◆ Task to carry out ◆
The response should hold each line from the entries below where "Ibipeba" is found.

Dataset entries
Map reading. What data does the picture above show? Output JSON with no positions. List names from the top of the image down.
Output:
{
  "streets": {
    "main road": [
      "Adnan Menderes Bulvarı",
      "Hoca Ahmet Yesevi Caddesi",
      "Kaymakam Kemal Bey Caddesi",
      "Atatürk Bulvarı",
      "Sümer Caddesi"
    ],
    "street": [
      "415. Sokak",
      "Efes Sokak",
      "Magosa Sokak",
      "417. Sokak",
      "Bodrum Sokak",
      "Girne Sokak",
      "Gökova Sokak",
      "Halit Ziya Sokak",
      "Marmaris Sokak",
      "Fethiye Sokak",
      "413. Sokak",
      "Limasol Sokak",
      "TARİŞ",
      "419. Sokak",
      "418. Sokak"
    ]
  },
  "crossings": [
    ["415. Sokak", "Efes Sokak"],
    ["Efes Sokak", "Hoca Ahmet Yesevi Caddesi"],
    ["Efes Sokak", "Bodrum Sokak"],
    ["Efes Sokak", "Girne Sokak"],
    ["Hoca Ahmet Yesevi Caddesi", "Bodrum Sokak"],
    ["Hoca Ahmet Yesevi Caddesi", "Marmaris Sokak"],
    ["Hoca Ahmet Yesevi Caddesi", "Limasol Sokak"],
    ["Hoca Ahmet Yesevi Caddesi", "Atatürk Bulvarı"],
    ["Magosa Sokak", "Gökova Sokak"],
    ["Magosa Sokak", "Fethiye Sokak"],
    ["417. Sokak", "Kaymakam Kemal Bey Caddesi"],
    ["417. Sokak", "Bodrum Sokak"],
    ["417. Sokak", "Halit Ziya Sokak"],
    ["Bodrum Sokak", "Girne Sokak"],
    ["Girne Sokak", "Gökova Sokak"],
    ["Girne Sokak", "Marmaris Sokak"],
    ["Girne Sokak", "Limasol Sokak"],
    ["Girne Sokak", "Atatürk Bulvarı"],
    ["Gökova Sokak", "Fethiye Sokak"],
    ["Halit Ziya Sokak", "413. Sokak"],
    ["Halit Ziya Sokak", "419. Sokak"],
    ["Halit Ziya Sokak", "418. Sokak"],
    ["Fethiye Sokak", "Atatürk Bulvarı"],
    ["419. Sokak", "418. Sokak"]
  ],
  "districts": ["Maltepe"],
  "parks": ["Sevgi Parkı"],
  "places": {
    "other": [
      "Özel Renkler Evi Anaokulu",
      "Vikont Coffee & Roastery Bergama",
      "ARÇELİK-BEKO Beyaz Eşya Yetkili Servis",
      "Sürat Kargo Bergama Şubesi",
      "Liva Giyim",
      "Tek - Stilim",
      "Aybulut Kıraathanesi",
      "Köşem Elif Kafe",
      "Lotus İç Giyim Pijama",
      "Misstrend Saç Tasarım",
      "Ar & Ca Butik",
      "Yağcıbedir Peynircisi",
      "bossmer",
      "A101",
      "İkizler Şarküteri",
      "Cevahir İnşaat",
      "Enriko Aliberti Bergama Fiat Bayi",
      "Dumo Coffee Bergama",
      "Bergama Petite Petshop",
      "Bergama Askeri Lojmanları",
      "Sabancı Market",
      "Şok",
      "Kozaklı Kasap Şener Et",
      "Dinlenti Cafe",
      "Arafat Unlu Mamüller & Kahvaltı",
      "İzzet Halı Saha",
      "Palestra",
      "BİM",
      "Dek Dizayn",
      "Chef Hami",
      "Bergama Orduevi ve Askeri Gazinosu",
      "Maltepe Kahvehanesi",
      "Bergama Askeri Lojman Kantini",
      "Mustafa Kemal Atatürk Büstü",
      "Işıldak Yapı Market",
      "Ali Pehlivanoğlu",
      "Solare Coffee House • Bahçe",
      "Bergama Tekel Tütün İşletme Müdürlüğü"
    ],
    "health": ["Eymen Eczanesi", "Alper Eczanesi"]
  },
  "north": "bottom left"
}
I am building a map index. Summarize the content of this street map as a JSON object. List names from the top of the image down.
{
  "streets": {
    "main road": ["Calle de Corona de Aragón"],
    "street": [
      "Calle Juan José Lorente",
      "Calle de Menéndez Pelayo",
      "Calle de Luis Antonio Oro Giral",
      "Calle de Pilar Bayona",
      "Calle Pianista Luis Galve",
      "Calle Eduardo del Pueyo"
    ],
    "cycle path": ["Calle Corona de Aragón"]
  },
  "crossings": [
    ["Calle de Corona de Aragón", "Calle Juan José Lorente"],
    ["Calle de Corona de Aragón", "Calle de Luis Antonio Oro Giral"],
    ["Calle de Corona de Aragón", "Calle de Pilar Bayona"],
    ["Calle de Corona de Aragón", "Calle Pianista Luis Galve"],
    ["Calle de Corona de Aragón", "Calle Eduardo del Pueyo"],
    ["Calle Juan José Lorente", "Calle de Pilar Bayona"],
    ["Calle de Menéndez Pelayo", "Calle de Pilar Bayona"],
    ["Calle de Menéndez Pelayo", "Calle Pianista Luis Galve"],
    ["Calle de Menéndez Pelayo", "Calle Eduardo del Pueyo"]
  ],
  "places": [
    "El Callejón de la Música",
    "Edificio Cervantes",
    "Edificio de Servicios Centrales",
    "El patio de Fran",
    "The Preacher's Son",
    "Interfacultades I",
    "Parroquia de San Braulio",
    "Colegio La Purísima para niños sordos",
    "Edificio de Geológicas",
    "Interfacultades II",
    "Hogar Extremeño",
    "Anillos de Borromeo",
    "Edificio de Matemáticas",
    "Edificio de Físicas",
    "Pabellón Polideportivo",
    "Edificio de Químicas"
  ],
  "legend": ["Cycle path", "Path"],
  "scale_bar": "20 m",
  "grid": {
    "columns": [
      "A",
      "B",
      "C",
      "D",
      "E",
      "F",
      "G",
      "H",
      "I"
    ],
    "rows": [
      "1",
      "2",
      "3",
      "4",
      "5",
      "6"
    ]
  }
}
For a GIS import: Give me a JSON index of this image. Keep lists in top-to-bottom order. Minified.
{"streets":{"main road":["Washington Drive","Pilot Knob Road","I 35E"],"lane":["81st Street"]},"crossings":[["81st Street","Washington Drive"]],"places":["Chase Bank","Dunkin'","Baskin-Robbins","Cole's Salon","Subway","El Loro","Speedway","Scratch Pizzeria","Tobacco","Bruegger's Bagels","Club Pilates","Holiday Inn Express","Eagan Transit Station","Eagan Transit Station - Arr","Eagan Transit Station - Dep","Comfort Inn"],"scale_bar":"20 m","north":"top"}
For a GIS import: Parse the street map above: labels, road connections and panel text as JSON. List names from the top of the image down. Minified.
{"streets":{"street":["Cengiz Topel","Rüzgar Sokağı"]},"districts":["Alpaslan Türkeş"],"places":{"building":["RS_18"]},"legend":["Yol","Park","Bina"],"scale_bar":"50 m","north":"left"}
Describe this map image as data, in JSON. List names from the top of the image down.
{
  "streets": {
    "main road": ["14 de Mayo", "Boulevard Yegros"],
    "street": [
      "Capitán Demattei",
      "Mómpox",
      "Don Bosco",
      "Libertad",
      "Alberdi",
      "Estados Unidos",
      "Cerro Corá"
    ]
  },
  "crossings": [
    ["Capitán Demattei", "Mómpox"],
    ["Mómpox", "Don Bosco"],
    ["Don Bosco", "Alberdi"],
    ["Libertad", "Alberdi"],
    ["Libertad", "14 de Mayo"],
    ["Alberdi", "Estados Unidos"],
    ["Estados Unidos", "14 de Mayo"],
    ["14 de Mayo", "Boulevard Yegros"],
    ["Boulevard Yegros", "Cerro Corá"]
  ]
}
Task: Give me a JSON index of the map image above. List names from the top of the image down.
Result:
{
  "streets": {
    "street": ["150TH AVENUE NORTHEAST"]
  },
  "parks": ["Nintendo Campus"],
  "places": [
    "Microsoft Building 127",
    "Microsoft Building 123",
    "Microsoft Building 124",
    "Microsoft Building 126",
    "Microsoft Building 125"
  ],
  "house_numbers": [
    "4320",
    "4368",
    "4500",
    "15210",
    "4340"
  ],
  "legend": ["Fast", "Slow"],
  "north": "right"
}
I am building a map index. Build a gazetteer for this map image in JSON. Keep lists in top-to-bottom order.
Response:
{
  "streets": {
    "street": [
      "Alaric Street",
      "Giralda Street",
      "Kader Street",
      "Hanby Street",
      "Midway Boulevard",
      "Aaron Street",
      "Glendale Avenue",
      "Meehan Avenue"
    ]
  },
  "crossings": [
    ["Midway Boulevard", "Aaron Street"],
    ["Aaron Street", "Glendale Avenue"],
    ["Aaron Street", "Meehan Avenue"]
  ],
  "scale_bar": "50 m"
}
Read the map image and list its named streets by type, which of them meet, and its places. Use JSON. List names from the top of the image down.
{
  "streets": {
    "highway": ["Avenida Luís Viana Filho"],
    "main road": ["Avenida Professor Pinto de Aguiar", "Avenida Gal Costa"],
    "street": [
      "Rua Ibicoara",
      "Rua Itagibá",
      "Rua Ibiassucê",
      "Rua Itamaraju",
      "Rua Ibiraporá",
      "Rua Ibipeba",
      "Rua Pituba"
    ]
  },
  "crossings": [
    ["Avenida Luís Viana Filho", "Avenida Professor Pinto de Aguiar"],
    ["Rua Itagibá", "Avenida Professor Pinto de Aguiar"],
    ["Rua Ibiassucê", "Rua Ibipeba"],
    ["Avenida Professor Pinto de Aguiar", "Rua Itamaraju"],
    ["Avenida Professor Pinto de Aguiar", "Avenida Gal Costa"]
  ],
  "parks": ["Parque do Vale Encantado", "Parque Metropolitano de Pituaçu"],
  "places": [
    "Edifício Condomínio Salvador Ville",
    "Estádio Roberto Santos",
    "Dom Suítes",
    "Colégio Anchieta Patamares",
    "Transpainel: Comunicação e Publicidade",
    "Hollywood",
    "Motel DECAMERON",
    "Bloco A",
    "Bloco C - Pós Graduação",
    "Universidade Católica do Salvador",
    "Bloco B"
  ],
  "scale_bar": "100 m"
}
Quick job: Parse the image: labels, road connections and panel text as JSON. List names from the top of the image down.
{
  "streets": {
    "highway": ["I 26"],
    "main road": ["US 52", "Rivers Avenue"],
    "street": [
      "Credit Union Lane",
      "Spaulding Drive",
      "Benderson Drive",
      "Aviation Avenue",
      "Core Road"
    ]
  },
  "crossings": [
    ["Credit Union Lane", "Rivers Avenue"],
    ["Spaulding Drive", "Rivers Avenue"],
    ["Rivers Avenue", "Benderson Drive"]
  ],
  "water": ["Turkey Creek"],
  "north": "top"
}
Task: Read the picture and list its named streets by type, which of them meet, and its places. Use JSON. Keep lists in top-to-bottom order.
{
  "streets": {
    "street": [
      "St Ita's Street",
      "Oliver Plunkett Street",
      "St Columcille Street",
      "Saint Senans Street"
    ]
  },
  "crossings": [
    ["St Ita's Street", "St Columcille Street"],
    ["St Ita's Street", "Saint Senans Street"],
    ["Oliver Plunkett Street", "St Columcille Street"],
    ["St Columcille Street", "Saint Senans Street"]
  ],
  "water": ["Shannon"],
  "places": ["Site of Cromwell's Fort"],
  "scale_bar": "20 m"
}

◆ Output for this task ◆
      "Rua Ibipeba",
    ["Rua Ibiassucê", "Rua Ibipeba"],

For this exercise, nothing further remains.